> [TASK ITEM]:
Type out every entry again, character for character.

-------- DATA PROVIDED --------

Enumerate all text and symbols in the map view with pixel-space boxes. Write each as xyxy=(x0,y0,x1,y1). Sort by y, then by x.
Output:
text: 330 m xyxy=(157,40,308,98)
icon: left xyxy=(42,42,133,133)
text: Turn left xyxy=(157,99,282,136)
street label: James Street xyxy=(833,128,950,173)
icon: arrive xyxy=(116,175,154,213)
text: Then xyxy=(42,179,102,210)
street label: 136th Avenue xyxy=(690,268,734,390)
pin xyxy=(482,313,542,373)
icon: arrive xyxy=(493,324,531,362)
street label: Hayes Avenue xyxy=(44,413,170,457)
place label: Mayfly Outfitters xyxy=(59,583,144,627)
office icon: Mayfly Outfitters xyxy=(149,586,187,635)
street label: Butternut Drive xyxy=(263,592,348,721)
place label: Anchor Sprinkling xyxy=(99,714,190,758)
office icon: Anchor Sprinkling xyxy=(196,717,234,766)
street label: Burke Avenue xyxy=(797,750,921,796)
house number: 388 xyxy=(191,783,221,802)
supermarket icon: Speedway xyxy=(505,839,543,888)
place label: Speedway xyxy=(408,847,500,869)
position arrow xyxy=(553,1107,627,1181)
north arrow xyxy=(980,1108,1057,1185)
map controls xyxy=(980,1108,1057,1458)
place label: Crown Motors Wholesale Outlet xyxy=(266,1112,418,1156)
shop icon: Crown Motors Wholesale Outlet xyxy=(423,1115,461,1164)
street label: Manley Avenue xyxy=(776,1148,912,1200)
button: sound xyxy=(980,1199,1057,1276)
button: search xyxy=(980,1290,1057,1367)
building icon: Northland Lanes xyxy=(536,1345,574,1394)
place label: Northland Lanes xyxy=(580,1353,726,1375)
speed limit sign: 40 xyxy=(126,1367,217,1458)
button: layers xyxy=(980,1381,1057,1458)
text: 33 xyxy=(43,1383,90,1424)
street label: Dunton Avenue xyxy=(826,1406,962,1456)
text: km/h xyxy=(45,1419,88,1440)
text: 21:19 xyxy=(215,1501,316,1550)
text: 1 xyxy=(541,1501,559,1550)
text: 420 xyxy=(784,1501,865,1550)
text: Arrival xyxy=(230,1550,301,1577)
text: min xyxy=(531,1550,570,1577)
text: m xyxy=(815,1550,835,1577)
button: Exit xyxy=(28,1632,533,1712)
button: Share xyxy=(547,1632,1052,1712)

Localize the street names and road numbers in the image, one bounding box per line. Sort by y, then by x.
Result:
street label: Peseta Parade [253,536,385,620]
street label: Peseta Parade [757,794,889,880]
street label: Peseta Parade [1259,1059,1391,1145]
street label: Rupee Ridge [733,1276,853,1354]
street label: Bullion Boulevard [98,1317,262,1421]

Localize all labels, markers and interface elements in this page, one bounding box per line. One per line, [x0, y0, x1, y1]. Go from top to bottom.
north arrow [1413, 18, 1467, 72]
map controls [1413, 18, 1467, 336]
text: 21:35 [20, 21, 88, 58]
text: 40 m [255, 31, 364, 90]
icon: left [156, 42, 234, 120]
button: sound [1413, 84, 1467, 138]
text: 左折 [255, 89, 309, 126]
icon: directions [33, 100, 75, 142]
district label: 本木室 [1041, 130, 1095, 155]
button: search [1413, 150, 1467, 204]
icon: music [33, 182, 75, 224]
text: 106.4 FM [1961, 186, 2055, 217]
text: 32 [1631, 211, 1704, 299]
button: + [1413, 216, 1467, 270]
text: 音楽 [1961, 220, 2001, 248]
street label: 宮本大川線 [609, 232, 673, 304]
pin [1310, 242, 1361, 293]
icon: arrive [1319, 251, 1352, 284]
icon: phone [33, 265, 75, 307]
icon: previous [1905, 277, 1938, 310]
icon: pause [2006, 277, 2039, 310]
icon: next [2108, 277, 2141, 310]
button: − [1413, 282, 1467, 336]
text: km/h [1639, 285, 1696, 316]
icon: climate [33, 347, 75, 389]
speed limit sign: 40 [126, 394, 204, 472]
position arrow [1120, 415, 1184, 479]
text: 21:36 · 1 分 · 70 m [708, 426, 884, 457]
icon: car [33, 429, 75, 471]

--------

> [REPLY TO THE EXERCISE]:
Enumerate all text and symbols in the map view with pixel-space boxes. Write each as xyxy=(x0,y0,x1,y1). Sort by y, then by x.
Output:
text: 330 m xyxy=(157,40,308,98)
icon: left xyxy=(42,42,133,133)
text: Turn left xyxy=(157,99,282,136)
street label: James Street xyxy=(833,128,950,173)
icon: arrive xyxy=(116,175,154,213)
text: Then xyxy=(42,179,102,210)
street label: 136th Avenue xyxy=(690,268,734,390)
pin xyxy=(482,313,542,373)
icon: arrive xyxy=(493,324,531,362)
street label: Hayes Avenue xyxy=(44,413,170,457)
place label: Mayfly Outfitters xyxy=(59,583,144,627)
office icon: Mayfly Outfitters xyxy=(149,586,187,635)
street label: Butternut Drive xyxy=(263,592,348,721)
place label: Anchor Sprinkling xyxy=(99,714,190,758)
office icon: Anchor Sprinkling xyxy=(196,717,234,766)
street label: Burke Avenue xyxy=(797,750,921,796)
house number: 388 xyxy=(191,783,221,802)
supermarket icon: Speedway xyxy=(505,839,543,888)
place label: Speedway xyxy=(408,847,500,869)
position arrow xyxy=(553,1107,627,1181)
north arrow xyxy=(980,1108,1057,1185)
map controls xyxy=(980,1108,1057,1458)
place label: Crown Motors Wholesale Outlet xyxy=(266,1112,418,1156)
shop icon: Crown Motors Wholesale Outlet xyxy=(423,1115,461,1164)
street label: Manley Avenue xyxy=(776,1148,912,1200)
button: sound xyxy=(980,1199,1057,1276)
button: search xyxy=(980,1290,1057,1367)
building icon: Northland Lanes xyxy=(536,1345,574,1394)
place label: Northland Lanes xyxy=(580,1353,726,1375)
speed limit sign: 40 xyxy=(126,1367,217,1458)
button: layers xyxy=(980,1381,1057,1458)
text: 33 xyxy=(43,1383,90,1424)
street label: Dunton Avenue xyxy=(826,1406,962,1456)
text: km/h xyxy=(45,1419,88,1440)
text: 21:19 xyxy=(215,1501,316,1550)
text: 1 xyxy=(541,1501,559,1550)
text: 420 xyxy=(784,1501,865,1550)
text: Arrival xyxy=(230,1550,301,1577)
text: min xyxy=(531,1550,570,1577)
text: m xyxy=(815,1550,835,1577)
button: Exit xyxy=(28,1632,533,1712)
button: Share xyxy=(547,1632,1052,1712)

Localize the street names and road numbers in the image, one bounding box per line. Sort by y, then by x.
Result:
street label: Peseta Parade [253,536,385,620]
street label: Peseta Parade [757,794,889,880]
street label: Peseta Parade [1259,1059,1391,1145]
street label: Rupee Ridge [733,1276,853,1354]
street label: Bullion Boulevard [98,1317,262,1421]

Localize all labels, markers and interface elements in this page, one bounding box per line. One per line, [x0, y0, x1, y1]. Go from top to bottom.
north arrow [1413, 18, 1467, 72]
map controls [1413, 18, 1467, 336]
text: 21:35 [20, 21, 88, 58]
text: 40 m [255, 31, 364, 90]
icon: left [156, 42, 234, 120]
button: sound [1413, 84, 1467, 138]
text: 左折 [255, 89, 309, 126]
icon: directions [33, 100, 75, 142]
district label: 本木室 [1041, 130, 1095, 155]
button: search [1413, 150, 1467, 204]
icon: music [33, 182, 75, 224]
text: 106.4 FM [1961, 186, 2055, 217]
text: 32 [1631, 211, 1704, 299]
button: + [1413, 216, 1467, 270]
text: 音楽 [1961, 220, 2001, 248]
street label: 宮本大川線 [609, 232, 673, 304]
pin [1310, 242, 1361, 293]
icon: arrive [1319, 251, 1352, 284]
icon: phone [33, 265, 75, 307]
icon: previous [1905, 277, 1938, 310]
icon: pause [2006, 277, 2039, 310]
icon: next [2108, 277, 2141, 310]
button: − [1413, 282, 1467, 336]
text: km/h [1639, 285, 1696, 316]
icon: climate [33, 347, 75, 389]
speed limit sign: 40 [126, 394, 204, 472]
position arrow [1120, 415, 1184, 479]
text: 21:36 · 1 分 · 70 m [708, 426, 884, 457]
icon: car [33, 429, 75, 471]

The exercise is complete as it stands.